Saudade das conexões humanas
O que o excesso de conexão virtual e a falta de contato humano real revela sobre os nossos dias de isolamento social
Desirée Cavalcante
desireecavalcantef@gmail.com
As possíveis mazelas físicas e mentais decorrentes do uso excessivo da tecnologia já são bastante conhecidas. Em nome da qualidade do convívio entre pessoas, muitas já se rebelaram contra o hábito de presenças físicas serem ignoradas por telas de celular. Não é só para elas, entretanto, que a experiência social intermediada por dispositivos eletrônicos tem sido emocionalmente extenuante.
A pandemia multiplicou, em uma escala jamais desejada, pelo menos para a parcela da população que tem o privilégio de estar em home office, o tempo em que se passa frente às telas. O que era invasivo tornou-se onipresente. De domingo a domingo, não há mais hora do dia em que se está sozinho. São aulas, reuniões, audiências, palestras, treinos, encontros, aniversários, sessões de terapia, grupos de debate e mais um ficha infindável de atividades, que formam uma maratona percorrida, em infinitas voltas, entre o quarto e a cozinha.
É experimentado um cansaço que, há muito, deixou de ser atrelado ao sono e se atou a uma necessidade de desconexão. Há uma vontade insistente de desligar o computador, deixar a internet cair e perder o sinal do celular.
Ao mesmo tempo, a cada semana de um isolamento sem expectativa de final, a ânsia de se desconectar parece potencializar a vontade de estar junto. O desejo de conviver fisicamente tenta superar o cansaço da existência estritamente virtual.
Tudo denota saudade. Das faltas mais óbvias, como a reunião de família ou o café com as amigas, às mais inusitadas, como o recém-descoberto gosto pela conversa fiada no balcão da padaria e a alegria em rever a vizinha varrendo as folhas da calçada.

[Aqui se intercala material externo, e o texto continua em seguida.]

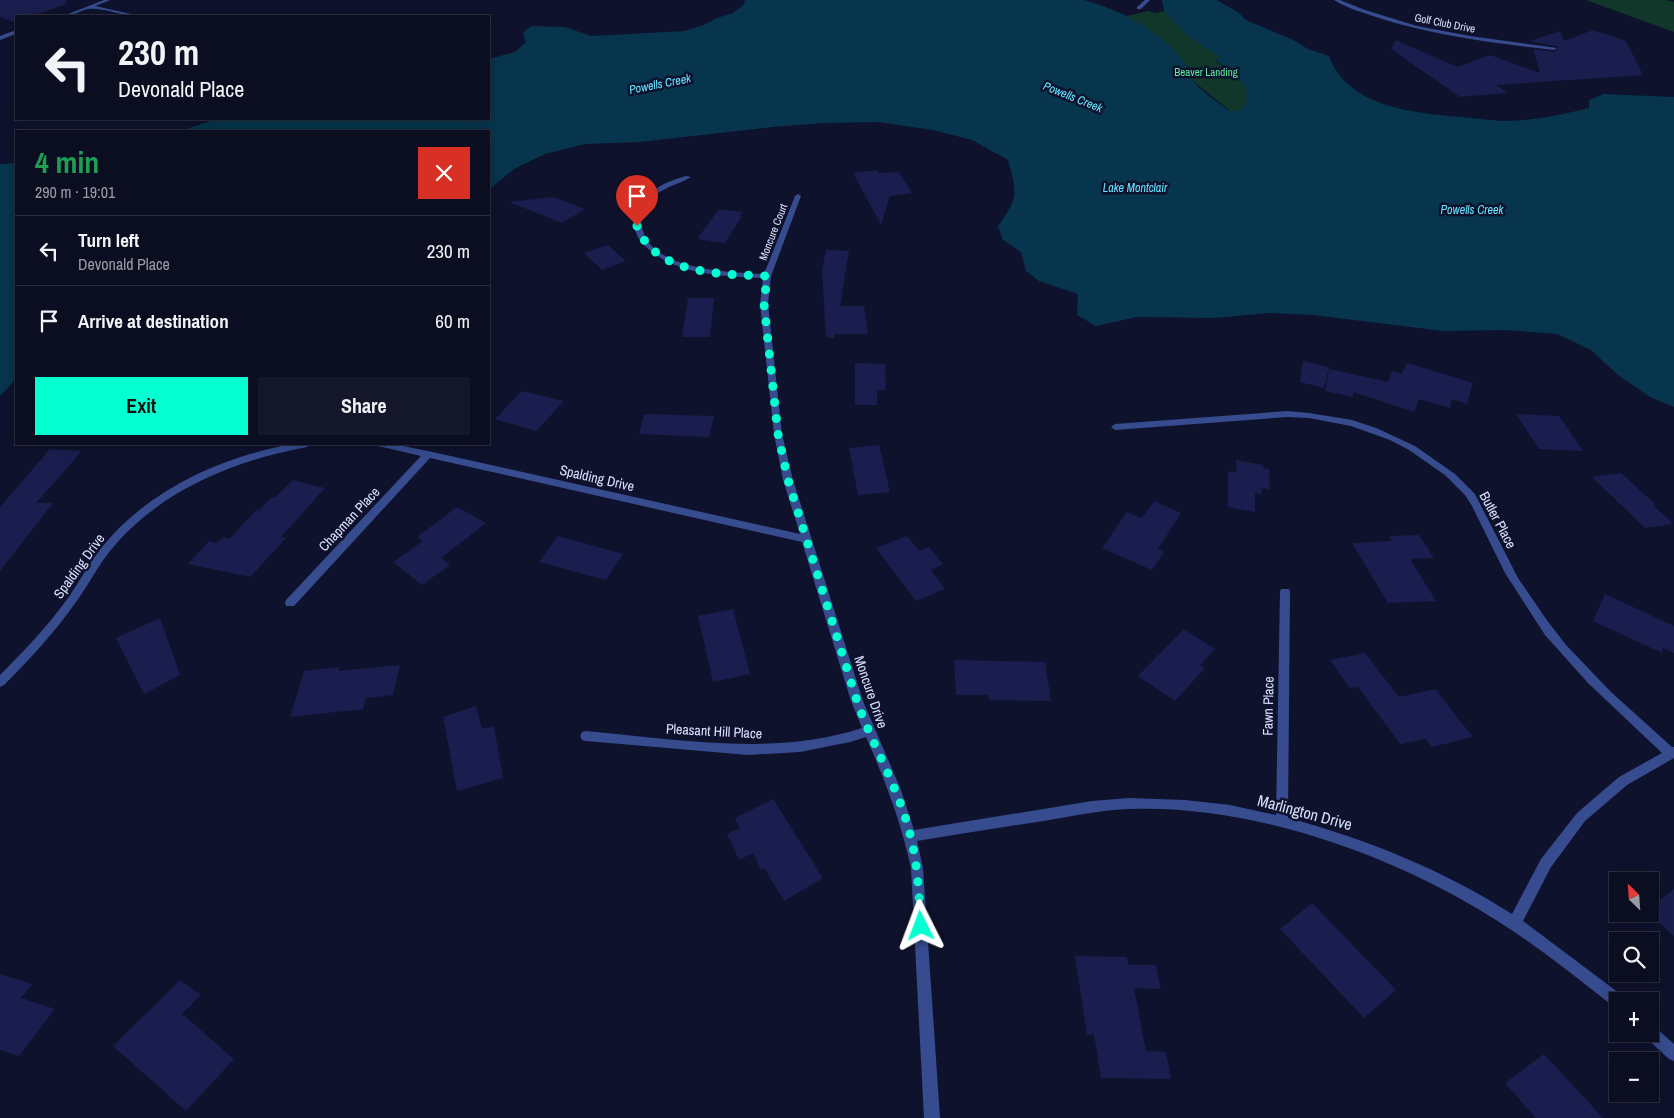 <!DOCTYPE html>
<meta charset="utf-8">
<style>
:root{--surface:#0b0e21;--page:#14172a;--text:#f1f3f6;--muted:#9a9ca5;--line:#2b2e3f;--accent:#05ffd0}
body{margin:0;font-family:"Archivo Narrow",sans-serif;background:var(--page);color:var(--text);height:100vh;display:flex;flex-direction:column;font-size:19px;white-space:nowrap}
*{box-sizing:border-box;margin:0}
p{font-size:16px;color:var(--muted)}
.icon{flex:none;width:28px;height:28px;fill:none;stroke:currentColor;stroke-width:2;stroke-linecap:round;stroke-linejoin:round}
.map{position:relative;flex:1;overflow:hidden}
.details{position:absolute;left:15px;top:130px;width:475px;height:315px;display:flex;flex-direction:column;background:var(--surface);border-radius:0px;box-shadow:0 2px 12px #0003,0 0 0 1px var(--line)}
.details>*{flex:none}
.guide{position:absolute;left:15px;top:15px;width:475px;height:105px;border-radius:0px;box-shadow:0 2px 12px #0003,0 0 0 1px var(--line);background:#0b0e21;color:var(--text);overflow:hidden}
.needle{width:32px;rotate:335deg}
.controls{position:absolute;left:1609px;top:872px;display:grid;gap:10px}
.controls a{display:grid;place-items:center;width:50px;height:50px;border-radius:0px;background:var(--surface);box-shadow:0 2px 12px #0003,0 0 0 1px var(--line);font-size:25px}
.pin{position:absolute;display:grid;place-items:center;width:42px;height:42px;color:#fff;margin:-51px -21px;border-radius:50% 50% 50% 0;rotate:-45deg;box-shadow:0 0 5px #0007}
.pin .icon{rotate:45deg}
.me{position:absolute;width:55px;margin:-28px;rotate:357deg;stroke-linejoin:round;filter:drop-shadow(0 0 4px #0008)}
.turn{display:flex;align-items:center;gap:18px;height:105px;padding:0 20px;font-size:22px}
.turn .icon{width:65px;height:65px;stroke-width:2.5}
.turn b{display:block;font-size:35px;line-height:42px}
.round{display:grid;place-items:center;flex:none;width:52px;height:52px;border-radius:0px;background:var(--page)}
.headline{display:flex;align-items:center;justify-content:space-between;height:85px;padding:0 20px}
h1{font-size:30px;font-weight:700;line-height:38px;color:#1e9e55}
.primary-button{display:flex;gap:10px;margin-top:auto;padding:10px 20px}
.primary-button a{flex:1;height:58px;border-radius:0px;background:var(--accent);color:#111;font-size:20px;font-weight:700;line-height:58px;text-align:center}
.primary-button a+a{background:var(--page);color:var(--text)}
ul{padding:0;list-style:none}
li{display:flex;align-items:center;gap:15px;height:70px;padding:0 20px;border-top:1px solid var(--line)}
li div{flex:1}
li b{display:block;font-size:19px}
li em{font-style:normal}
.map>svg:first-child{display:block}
.green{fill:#11362a}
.water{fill:#06354d}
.building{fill:#191e4e}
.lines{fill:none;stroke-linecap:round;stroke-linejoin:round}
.service{fill:#364c8f;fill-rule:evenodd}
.minor{fill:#364c8f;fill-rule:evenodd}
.route{stroke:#05ffd0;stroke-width:9;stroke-dasharray:0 16.2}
.labels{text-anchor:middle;stroke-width:5;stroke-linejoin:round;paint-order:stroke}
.far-street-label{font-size:11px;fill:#d9e0ff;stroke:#0f122c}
.far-park-label{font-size:11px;fill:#5aea9d;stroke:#0f122c}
.far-water-label{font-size:12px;font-style:italic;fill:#67e4ff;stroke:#0f122c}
.street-label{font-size:14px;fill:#d9e0ff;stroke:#0f122c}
.near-street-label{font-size:16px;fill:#d9e0ff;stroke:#0f122c}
</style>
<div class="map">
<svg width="1674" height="1118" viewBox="0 0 1674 1118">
<rect width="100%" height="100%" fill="#0f122c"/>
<!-- green -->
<path class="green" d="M1586,0H1666L1674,2V32Z
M1148,11L1155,13L1164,11L1221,57L1216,61L1243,83L1248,93L1246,103L1241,111H1230L1192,80L1190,70L1171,48L1127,16Z"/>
<!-- water -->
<path class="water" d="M745,0H1084C1121,10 1157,29 1182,59C1187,65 1188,72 1192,79C1196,87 1222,106 1230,111H1241C1259,86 1232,75 1216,60L1221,57L1189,37L1164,11L1162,0H1217L1239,13L1246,20L1291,39L1308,49L1329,56C1347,107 1414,113 1460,117C1474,118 1488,120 1502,121C1531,121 1561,115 1589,108V100L1604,94L1674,97V407L1650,397L1618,375L1591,350L1557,334L1506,330L1443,331L1313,315L1270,313L1215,318L1137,317L1096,326L1077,315L1078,294L1039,281L1026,271L1021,252L1003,240L998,226C1019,197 1017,194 1008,160L972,140L933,130L878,122L823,123L772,127L640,142L586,144L545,154L514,169L491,188L489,193V131H180L217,119H489V59L515,52L526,42L523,33L531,26L565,27L591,36L684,31L704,25L717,18L733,13L744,4Z
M16,163V379L0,396V164Z"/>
<!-- building -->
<path class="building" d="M0,0H66L67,4L31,16H16V21L14,22L0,17Z
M1593,30L1626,41L1643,75L1496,85L1508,93L1460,97L1391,49L1396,40L1457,67L1490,55L1540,73L1533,49L1554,52L1559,47L1530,41L1560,31L1564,41Z
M877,170L878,173L899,172L912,193L890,196L881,225L853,173Z
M553,197L585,209L562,223L509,202Z
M719,209L742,212L740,216H742L725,243L697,239Z
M608,245L626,261L602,270L584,253Z
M826,250L849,251L840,306H864L868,334H835L834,338L826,337L822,271Z
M688,298H714L710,337H682Z
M1303,361L1329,367L1324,388L1300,382Z
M855,363L885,364L886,390H877V405H855Z
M1407,363L1473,383L1467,404L1452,399L1450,408L1419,399L1414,412L1353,392V397L1325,391L1329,369L1388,382L1392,371L1402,374Z
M522,391L564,401L536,431L495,419Z
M644,414L714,416L709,437L639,434Z
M1516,414L1559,416L1583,451L1539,449Z
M879,445L890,492L858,495L849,448Z
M50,449L82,451L36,503H53L0,571V507Z
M1236,460L1263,465V468L1269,469L1270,490L1261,488L1262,494L1255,493V512L1228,507V471L1237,473Z
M1621,473L1656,505H1653L1673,524L1645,528L1592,477Z
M293,480L325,488L281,537L286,538L250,577L188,564L209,541L217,543L224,537L229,539L256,510L258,511L272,497L274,498Z
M1154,501L1181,513L1158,549L1164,552L1152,570L1102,548L1127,512L1142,518Z
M457,507L486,523L441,558L450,565L422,585L393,562L423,541L417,537Z
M1419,535L1434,558L1410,559L1436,601L1388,603L1352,543L1392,541L1389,536Z
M558,536L623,554L606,580L539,562Z
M907,536L919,551L929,547L943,564L931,570L945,589L916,601L876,548Z
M1605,594L1674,626V653L1663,648L1662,653L1593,621Z
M733,609L750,674L713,682L698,616Z
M160,618L180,675L144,694L116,638Z
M1184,629L1215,649L1200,665L1205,668L1175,701L1138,676Z
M1365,653L1399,697L1435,689L1473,737L1432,747L1426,739L1400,744L1358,687L1350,688L1330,660Z
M954,660L1045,662L1051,701L989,700L988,695H956Z
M400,665L393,695L366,698L363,709L290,717L304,671L339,667L338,671Z
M476,706L482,729L494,726L503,778L457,791L443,717Z
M773,799L823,878L784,901L764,868L761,870L753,853L739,860L727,834L740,828L735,818Z
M1674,889V936L1649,914L1650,908Z
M1312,903L1396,990L1364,1018L1280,929Z
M1075,956L1127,957L1128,965H1156L1161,989L1134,988L1146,1051L1166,1052L1171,1079L1101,1078L1094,1034L1087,1035Z
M0,974L32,984L21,998L55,1009L19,1056L0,1050Z
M180,980L201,995L182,1014L234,1059L186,1111L113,1046Z
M1544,1054L1603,1118H1536L1505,1083Z"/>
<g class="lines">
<!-- service -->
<path class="service" d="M1145,0H1150L1141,9H1137V7Z"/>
<!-- minor -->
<path class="minor" d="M104,0H110L95,6L140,16C125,17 102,7 89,9C80,10 72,17 63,16Z
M1334,0H1340L1365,10L1417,26L1470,36L1557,48L1554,50C1494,43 1434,36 1376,17C1362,12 1346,8 1334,0Z
M16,30V34L0,40V36Z
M686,176L691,177C678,185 662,187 651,199C643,208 639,220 643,231C655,271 731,272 764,274L795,196L798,194L801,196L771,276L768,304L782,434L793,480L863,701L901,790L914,830L1092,801L1129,798L1185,800L1230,805L1276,815L1280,592L1281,589H1289L1290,592L1288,818C1367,839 1443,870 1512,914L1541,859L1577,813L1619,777L1662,753L1588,683L1545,635L1505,573L1472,506L1465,495L1445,475L1409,450L1390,440L1351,426L1309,418L1287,417L1115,430L1111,427L1115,424L1287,411L1309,413L1352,420L1376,428L1415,446L1455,474L1475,494L1518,578L1546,619L1566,645L1611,692L1672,747H1674V758L1627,785L1585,821L1551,867L1523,921L1623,996L1625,1001H1618V1008L1613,1006C1573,975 1534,943 1491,917C1391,854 1249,804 1130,809C1101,810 1073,816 1044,821C1002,827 960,834 917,841L923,868L940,1118H924L911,868C901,822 885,780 866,737L850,742L800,752L748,755L586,741L582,740L580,736L582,732L586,731C676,739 774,757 862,728L851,701L802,542L430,458L294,606H286L285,603L286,600L421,456L378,446L377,444H393L428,451L800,534L783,480L774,434L760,304L763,278C722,276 676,276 644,245C636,237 632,225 636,214C644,191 665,182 686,176Z
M292,444H311L307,447C232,461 159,491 110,551C97,567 88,586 76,602C55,632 30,659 4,685L0,687V675C24,651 48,626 68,598C80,581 89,563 102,547C148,490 221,457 292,444Z
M1650,1025L1655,1027L1674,1044V1061L1669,1059L1645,1037L1643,1034H1650Z"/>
</g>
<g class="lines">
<!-- route -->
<path class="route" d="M637,226C655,276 724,274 767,276L764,304L778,434L788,480L857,701C873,747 900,790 911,838C918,867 919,896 921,926"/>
</g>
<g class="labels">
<!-- far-street labels -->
<g class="far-street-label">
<text transform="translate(1445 23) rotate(11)" y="4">Golf Club Drive</text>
<text transform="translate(773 232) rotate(-69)" y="4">Moncure Court</text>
</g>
<!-- far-park labels -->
<g class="far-park-label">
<text x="1206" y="76">Beaver Landing</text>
</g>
<!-- far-water labels -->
<g class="far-water-label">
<text transform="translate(660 84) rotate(-11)" y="4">Powells Creek</text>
<text transform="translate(1073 97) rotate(22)" y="4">Powells Creek</text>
<text x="1135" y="192">Lake Montclair</text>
<text x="1472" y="214">Powells Creek</text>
</g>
<!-- street labels -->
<g class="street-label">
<text transform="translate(597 478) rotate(13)" y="5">Spalding Drive</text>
<text transform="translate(349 519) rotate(-47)" y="5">Chapman Place</text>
<text transform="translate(1498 520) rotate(62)" y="5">Butler Place</text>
<text transform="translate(79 566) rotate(-54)" y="5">Spalding Drive</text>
<text transform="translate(871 692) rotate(71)" y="5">Moncure Drive</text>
<text transform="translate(1268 706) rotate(-89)" y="5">Fawn Place</text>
<text transform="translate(714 731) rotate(3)" y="5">Pleasant Hill Place</text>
</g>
<!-- near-street labels -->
<g class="near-street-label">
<text transform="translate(1305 812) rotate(15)" y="6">Marlington Drive</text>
</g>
</g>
</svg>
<div class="controls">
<a><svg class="needle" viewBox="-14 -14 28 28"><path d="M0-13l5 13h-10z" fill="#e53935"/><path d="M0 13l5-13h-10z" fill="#9a9ca5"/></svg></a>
<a><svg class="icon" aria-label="search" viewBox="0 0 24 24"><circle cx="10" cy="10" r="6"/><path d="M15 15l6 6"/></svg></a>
<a>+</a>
<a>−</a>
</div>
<div class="pin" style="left:637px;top:226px;background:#d93025"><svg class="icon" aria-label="arrive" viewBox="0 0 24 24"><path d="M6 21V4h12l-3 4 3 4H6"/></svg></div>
<svg class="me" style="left:921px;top:926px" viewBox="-20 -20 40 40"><path d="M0-17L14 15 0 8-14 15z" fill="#05ffd0" stroke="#fff" stroke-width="4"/></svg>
<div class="guide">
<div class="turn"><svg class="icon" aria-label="left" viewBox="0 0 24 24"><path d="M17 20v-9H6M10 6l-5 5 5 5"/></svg><div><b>230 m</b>Devonald Place</div></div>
</div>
<section class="details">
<div class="headline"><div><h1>4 min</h1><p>290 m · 19:01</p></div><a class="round" style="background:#d93025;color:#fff"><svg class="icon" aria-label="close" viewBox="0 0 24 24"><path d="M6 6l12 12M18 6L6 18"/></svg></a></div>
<ul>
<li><svg class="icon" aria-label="left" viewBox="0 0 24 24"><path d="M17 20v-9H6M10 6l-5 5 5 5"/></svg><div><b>Turn left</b><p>Devonald Place</p></div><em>230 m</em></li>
<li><svg class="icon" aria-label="arrive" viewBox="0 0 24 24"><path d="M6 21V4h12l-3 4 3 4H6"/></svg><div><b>Arrive at destination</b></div><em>60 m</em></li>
</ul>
<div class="primary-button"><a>Exit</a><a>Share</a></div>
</section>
</div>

Para quem sempre foi dada ao retraimento, encontrar acolhida nas mínimas interações com desconhecidos causa, ao mesmo tempo, espanto e entusiasmo. A contradição entre o excesso de conexão e a falta de contato humano real revela algo que ultrapassa os limites impostos pelo isolamento.
Novas formas de interação social foram formadas e tendem a perdurar. Somos gregários, mas, sobretudo, somos seres concretos. Conectamo-nos ao mundo e às pessoas nos atropelos dos dias, nos sabores e odores compartilhados, nas queixas sobre o calor, no saudoso prazer de ouvir a conversa da mesa ao lado.
O cansaço que sentimos não demanda apenas que os dispositivos sejam desligados. Revela a necessidade de verdadeira conexão. Aquela em que não é preciso cabos e em que ninguém pergunta se alguém está ouvindo.